Dunis [33] utilized an ANN and compared it with three different models including an autoregressive model, moving average technical frameworks, and at the end a logistic regressive model. The artificial neural network outperformed all the standard models. Thinyane and Millin [20] discovered that the greater the performance on the training dataset, the more complex the ANN. Although these models lead to unsatisfactorily high generality errors and are predisposed to overfitting on out-of-sample forecasts. To resolve the outdated artificial neural network model’s limitation, Nag and Mitra [34] proposed an alternative method utilizing artificial neural network and genetic algorithms for constructing predicting models for the rate of exchange. They concluded that in comparison with traditional and statistical time series models, ANN gave considerably better results. Galeshchuk [7] showed that the practical use of the single hidden layer of MLP can give high-enough accuracy for the point estimates for the exchange rates, with 60% accuracy attained for the direction of alteration by applying these predictions. For making cost-effective trading schemes, this renders the technique less valuable as a bias. Therefore, this inspires us to examine the proficiency of the deep learning networks to predict the direction of alteration in the forex rate.

2.4. Deep Neural Network

Deep learning approaches stimulate the researchers over the last decade, this method, initially presented by Hinton [35,36], has exposed a robust and efficient machine-learning (ML) approach in multiple domains, including facial recognition [37,38], speech recognition [39], and NLP, i.e., natural language processing [40]. Deep learning networks are also effective for forecasting-related issues for sequential data [41,42]. In the current research, these deep learning networks have been utilized for financial prediction [43,44,45] and attained 63%–73% accuracy in forecasting the direction of alteration in trade. For forecasting-related issues, restricted Boltzmann machines and different autoencoders have been effectively utilized for the unsupervised removal of abstract input features [46,47]. In financial forecasting, the method was also shown to be very effective [43]. The techniques for pretraining deep neural networks with the SAE and stacked Boltzmann are briefly described in [43,48,49,50,51]. Current improvements in CNN i.e., convolutional neural network, make it more appealing for classification and forecasting-related issues [52] centered on time series data. CNNs are great for financial forecasting because of two main causes: Firstly, noise filters and dimensionality reduction approaches help to select crafted input features. Secondly, the local association amongst successive observations can be suppressed to lessen the number of parameters to be considered in the network by linking just a small number of end-to-end inputs to each hidden layer’s unit. The units in the convolutional neural network get input from the small adjoining subsections of space in the input, known as the respective field, that covers the whole input feature’s set. This lets units act as local kernels and exploit correlation amongst adjoining inputs.

3. Proposed Methodology

The proposed methodology is explained in Figure 1.
The proposed system is based on a deep learning model that incorporates the sentiment of major local and global events. The sentiment analysis is carried out by calculating the percentage of positive and negative tweets rather than only considering the overall impact. This way, neutral tweets are neglected, and the sentiment is presented in a much better way. The details of deep learning architecture are presented below.

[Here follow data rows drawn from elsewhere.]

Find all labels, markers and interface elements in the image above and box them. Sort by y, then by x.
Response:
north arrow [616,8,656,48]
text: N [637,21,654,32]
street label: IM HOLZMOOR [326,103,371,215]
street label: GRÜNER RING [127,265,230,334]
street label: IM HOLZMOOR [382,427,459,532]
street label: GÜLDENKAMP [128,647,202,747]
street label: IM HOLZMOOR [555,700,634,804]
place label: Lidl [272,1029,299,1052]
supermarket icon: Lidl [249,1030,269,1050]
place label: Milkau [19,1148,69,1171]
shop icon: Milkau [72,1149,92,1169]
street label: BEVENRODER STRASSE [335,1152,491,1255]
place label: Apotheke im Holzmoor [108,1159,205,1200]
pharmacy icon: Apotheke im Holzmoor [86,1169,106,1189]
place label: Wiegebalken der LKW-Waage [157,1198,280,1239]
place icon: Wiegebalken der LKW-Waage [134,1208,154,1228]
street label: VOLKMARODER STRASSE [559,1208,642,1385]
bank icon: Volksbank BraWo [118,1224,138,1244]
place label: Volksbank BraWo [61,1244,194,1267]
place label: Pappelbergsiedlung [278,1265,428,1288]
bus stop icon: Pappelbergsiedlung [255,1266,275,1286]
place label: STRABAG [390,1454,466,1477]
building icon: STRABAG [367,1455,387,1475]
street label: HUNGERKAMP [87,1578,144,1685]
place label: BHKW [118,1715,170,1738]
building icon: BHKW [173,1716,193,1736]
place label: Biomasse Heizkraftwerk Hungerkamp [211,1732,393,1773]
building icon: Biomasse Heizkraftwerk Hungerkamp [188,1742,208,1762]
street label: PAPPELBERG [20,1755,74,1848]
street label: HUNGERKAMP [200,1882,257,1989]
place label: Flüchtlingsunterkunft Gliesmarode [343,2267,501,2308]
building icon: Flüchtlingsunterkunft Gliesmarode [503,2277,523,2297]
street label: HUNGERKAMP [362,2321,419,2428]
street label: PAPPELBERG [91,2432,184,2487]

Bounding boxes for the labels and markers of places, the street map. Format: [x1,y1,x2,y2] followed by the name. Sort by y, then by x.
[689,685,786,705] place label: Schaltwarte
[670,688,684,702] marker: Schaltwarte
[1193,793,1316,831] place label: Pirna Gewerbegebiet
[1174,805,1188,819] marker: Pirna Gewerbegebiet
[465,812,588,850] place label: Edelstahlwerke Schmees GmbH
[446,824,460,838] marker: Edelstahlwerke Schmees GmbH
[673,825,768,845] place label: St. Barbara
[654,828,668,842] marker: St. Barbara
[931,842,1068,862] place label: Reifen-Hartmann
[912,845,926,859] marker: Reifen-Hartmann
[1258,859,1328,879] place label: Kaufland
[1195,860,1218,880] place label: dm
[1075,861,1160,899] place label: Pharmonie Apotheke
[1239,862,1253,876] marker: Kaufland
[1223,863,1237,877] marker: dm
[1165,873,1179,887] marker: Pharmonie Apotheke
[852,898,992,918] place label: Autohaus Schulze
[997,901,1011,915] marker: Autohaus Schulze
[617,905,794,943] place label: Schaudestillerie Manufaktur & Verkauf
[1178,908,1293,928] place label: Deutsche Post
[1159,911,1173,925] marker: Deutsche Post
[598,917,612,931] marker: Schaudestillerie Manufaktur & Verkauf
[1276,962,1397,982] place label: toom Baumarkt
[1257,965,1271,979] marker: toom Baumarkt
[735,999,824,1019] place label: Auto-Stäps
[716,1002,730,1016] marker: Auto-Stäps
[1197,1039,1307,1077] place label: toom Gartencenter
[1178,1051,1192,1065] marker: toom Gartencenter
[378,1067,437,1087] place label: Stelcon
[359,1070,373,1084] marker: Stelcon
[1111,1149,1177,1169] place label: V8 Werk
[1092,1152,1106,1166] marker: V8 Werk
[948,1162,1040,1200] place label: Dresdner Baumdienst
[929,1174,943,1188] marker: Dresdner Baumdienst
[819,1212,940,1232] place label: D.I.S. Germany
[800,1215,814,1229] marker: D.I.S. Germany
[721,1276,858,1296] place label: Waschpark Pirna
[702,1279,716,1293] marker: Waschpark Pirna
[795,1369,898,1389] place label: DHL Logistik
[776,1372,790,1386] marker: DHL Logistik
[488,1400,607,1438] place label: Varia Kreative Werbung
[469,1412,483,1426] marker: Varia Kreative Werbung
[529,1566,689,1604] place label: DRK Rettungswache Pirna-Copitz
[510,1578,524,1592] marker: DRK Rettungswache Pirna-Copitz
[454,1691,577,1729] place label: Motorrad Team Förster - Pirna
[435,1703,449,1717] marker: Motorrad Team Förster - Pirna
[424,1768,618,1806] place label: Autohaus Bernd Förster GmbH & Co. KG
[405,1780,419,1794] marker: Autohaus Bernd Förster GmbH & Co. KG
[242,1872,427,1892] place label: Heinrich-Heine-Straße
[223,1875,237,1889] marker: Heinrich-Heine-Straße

3.1. Input Layer/First Layer

This layer has the initial dataset, for this study, to predict stock data without the sentiment analysis, our input parameters were crude oil price, gold price index, and foreign exchange rate. Whereas when we study this stock prediction with respect to sentiment analysis, our input layer’s parameters were augmented by one, i.e., sentiment value.

3.2. Convolutional Layers

In the framework of CNN, the core building layers are the convolutional layers, for extreme computational work is done by these convolutional layers. These layers execute all the convolutional operations on data from the input layer and forward that response to the next layers in the architecture. The convolutional layer’s parameters have learnable kernels also known as ‘filters’, having a slight respective area, but spread over the input data. In the forward pass of layers, every kernel convolved through the input and producing a 1D activation map of that kernel.

3.3. Pooling Layers

In between the convo layers, there are pooling layers. To reduce the computational cost for the next convo layers these layers were utilized. They operate independent of the depth of the output of the convo layers, which is the input for this pooling layer. We utilized a pooling layer with a filter size of two. This pooling layer reduced the computational cost of the input.

3.4. Rectified Linear Unit Layer

This layer is vital in CNN architecture, based on the non-saturation ‘activation function’. Without affecting the fields of the convo layers, it increases the decision function’s nonlinear properties by removing the negative values from the activation map and converting them to zero.

3.5. Fully Connected Layers

Lastly, the high-level reasoning in CNN was done via fully connected layers after numerous convolutional and the pooling layers. The neurons of these layers have connections to all the activation in the previous layers. In our CNN model, we had five convolutional layers having almost the same kernel size, the first convolutional layer had 96 kernels with size 1. The convolutional output was received through a pooling layer of size 2 where it was normalized and sent into the second convolutional layer as i/p and filtered with same kernel size. Similarly, the convolutional output from the second layer was reduced through the pooling layer of size 2 × 1 and connected to the kernel size 1 in the third convolutional layer. The third and fourth convolutional layers comprised 384 kernels whereas the fifth convolutional layer had 256 kernels. A total of 4096 neurons were present in fully connected layers.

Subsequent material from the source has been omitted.